▶ [Source material]:
··········
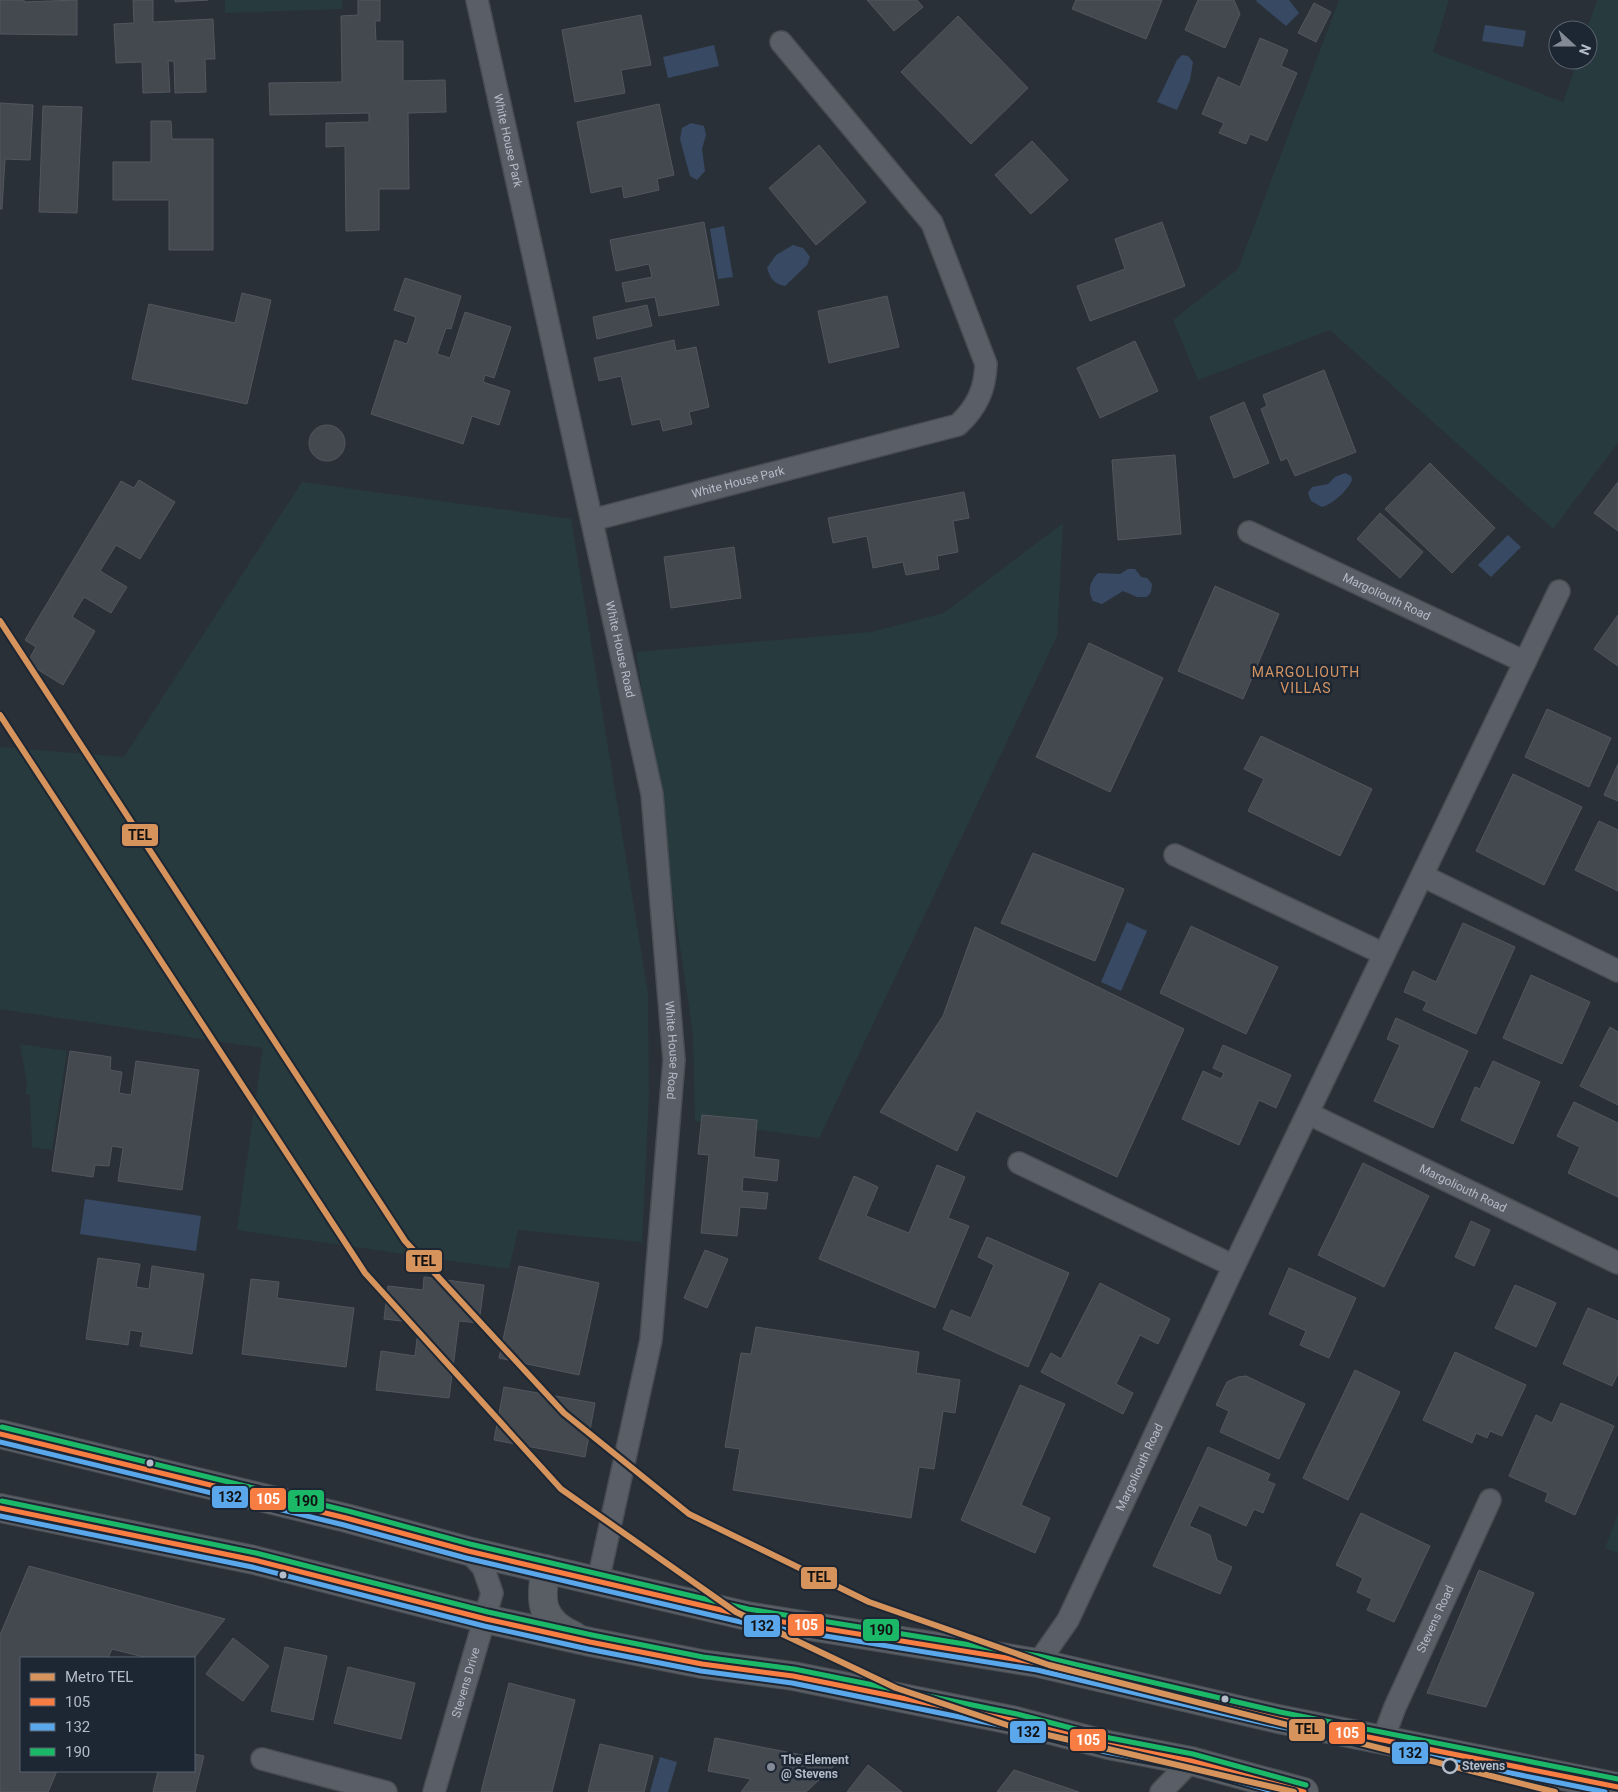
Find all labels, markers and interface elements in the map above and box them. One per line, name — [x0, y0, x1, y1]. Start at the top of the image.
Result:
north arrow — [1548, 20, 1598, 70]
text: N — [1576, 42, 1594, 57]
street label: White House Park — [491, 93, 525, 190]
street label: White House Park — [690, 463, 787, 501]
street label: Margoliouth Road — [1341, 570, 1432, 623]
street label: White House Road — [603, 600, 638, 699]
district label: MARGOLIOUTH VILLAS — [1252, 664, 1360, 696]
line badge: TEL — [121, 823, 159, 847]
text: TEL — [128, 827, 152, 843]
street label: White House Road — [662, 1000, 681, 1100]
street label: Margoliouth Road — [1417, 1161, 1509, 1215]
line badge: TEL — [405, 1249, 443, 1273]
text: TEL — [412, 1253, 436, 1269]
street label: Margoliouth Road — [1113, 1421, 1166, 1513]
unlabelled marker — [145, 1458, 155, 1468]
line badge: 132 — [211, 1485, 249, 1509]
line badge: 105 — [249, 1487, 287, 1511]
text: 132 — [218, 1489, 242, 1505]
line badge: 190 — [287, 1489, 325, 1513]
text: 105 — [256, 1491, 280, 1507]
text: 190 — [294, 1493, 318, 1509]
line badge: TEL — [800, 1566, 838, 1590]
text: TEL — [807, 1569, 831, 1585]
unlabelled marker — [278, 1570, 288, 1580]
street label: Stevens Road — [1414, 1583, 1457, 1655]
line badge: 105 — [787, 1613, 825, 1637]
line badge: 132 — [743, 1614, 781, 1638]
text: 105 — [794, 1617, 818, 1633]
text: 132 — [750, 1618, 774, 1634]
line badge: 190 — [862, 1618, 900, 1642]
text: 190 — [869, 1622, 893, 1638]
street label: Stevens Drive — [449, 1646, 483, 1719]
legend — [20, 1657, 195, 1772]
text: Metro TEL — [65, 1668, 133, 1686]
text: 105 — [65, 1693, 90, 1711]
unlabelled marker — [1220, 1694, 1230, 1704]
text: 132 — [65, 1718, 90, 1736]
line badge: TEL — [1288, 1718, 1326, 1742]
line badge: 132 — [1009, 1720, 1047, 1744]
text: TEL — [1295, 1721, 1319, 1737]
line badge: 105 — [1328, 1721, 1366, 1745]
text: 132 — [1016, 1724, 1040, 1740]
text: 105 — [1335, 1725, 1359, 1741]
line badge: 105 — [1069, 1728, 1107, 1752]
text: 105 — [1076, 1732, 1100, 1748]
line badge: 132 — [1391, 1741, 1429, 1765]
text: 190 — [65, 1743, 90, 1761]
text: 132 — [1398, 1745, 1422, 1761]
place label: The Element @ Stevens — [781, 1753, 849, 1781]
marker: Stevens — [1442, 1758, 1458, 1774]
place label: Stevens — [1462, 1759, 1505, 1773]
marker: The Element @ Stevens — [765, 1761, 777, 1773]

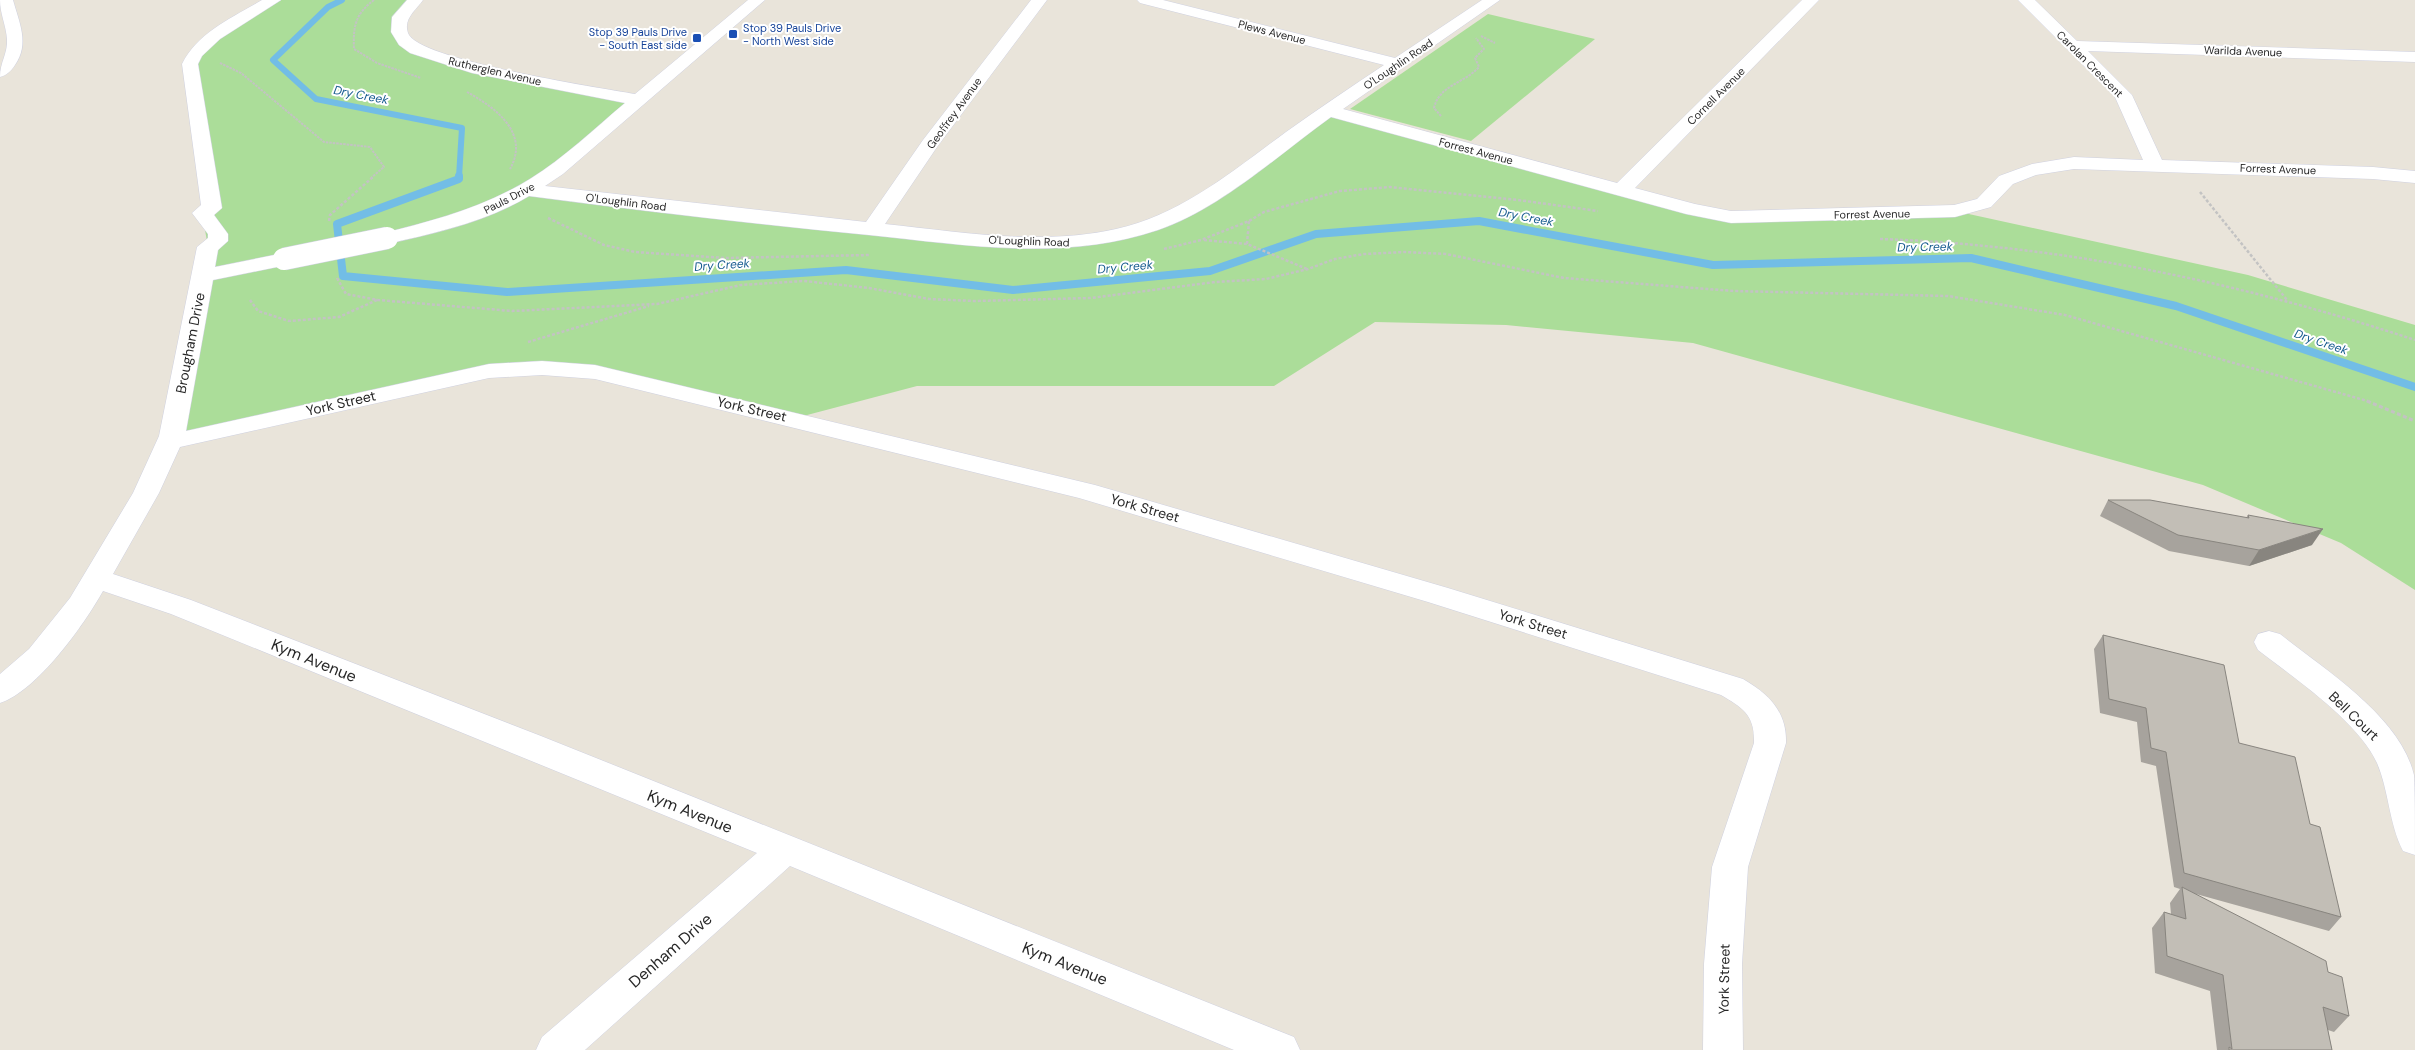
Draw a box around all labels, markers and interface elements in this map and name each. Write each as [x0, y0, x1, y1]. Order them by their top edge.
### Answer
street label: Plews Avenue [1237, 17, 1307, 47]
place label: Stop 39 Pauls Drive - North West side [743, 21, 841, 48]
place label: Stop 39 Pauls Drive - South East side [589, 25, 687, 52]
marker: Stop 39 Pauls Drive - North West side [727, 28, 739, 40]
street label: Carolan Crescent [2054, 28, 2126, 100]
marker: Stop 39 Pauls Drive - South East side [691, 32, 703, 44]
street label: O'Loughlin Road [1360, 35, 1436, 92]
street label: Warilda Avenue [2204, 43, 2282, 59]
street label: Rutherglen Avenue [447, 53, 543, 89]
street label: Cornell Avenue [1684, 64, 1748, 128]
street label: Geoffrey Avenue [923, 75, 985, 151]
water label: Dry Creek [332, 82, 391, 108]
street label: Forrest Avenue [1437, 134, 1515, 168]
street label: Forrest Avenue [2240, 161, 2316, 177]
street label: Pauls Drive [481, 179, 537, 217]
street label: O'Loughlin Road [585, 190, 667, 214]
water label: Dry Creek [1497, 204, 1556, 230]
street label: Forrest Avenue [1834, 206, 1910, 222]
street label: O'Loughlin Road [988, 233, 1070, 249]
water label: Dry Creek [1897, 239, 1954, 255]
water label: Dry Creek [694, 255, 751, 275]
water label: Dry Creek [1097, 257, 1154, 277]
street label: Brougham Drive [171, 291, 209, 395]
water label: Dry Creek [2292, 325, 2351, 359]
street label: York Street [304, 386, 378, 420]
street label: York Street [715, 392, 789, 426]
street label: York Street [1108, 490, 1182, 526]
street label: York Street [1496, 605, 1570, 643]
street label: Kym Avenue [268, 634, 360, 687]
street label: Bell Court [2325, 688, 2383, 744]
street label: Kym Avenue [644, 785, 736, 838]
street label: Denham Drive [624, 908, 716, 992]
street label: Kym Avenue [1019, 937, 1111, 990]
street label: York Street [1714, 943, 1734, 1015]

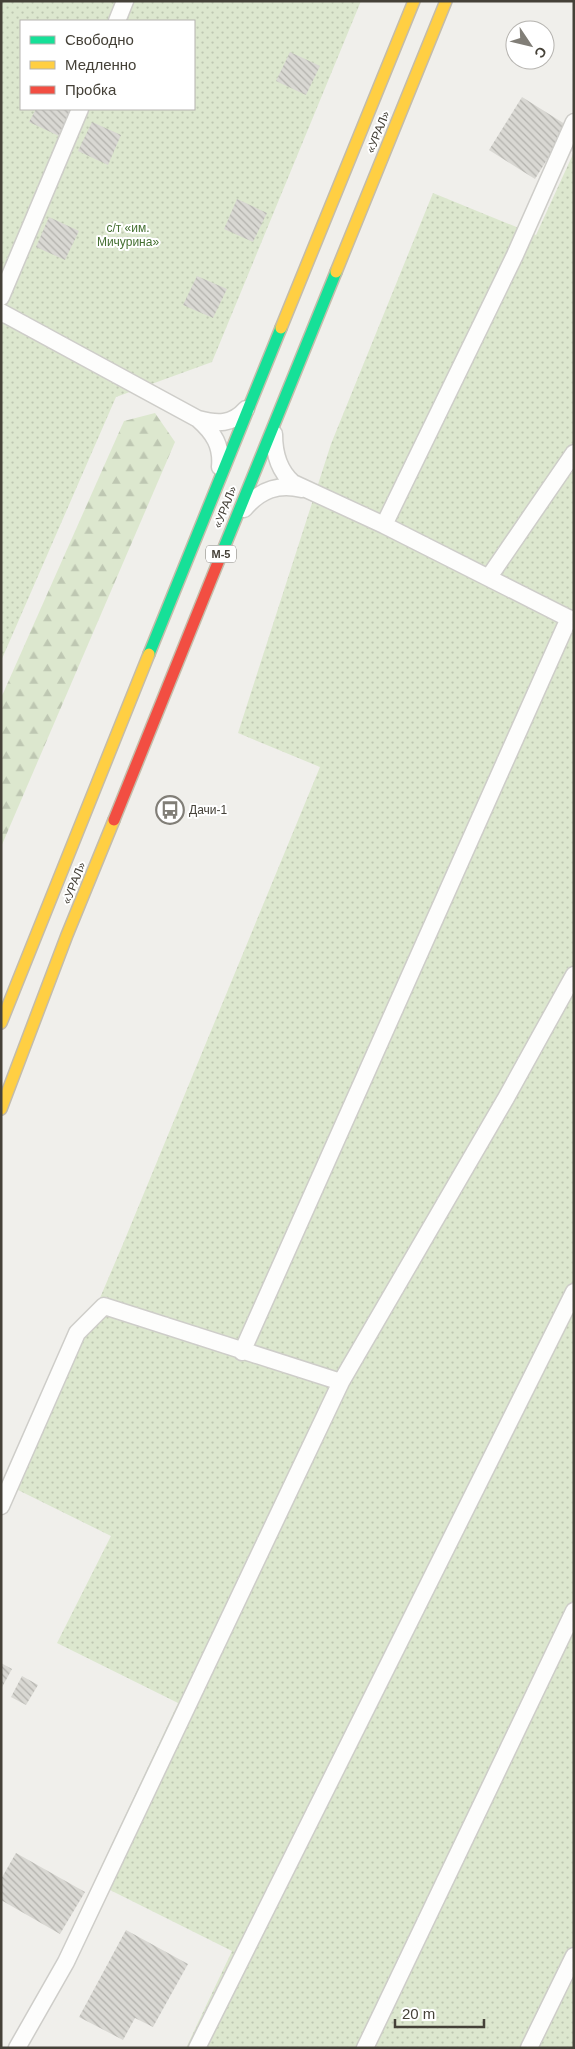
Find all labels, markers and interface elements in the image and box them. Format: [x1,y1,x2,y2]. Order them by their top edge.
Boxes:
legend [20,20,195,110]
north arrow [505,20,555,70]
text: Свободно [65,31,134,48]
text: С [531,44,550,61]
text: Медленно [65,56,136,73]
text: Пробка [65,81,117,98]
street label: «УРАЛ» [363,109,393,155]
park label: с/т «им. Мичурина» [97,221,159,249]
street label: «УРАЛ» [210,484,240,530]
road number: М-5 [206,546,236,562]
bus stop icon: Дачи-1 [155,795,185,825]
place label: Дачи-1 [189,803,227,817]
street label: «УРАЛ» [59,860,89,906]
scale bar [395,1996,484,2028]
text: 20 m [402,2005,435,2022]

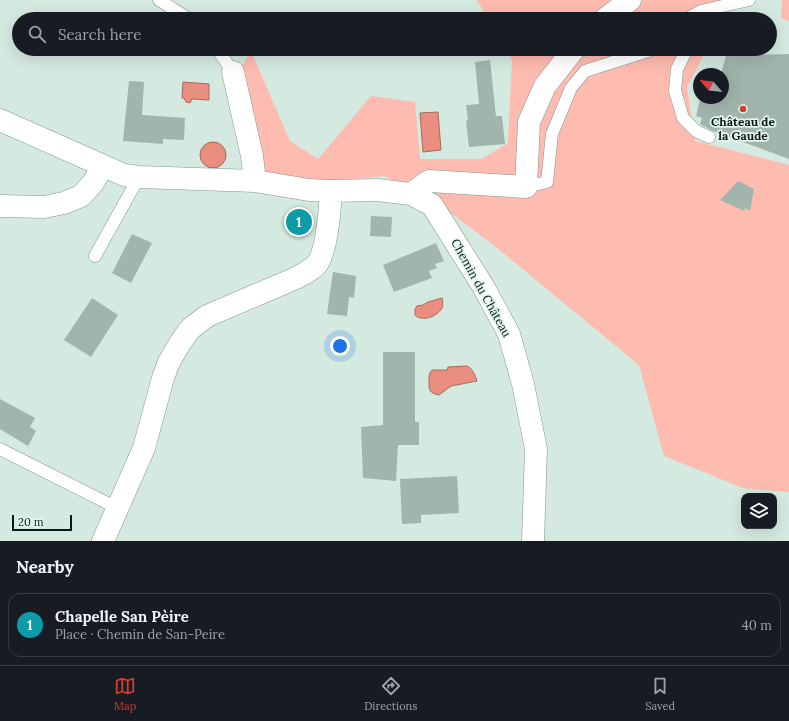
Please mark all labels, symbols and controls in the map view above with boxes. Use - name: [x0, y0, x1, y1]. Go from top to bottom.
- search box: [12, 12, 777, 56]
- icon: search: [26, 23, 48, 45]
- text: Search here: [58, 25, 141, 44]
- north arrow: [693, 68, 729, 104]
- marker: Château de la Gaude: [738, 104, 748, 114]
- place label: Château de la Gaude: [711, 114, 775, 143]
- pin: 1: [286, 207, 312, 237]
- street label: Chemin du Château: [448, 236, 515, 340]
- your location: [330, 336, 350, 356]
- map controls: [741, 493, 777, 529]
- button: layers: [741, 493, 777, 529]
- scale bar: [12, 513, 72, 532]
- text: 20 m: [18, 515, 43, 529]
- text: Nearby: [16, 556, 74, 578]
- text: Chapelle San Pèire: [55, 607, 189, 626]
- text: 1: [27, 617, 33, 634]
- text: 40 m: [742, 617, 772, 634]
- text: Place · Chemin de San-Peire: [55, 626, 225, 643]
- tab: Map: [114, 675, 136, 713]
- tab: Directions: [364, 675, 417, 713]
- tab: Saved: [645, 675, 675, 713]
··········
▶ [Problem description]: Work through the data line by line and state how many lines have the string "Gaude"; add nothing else.

▶ [The completed task]: 2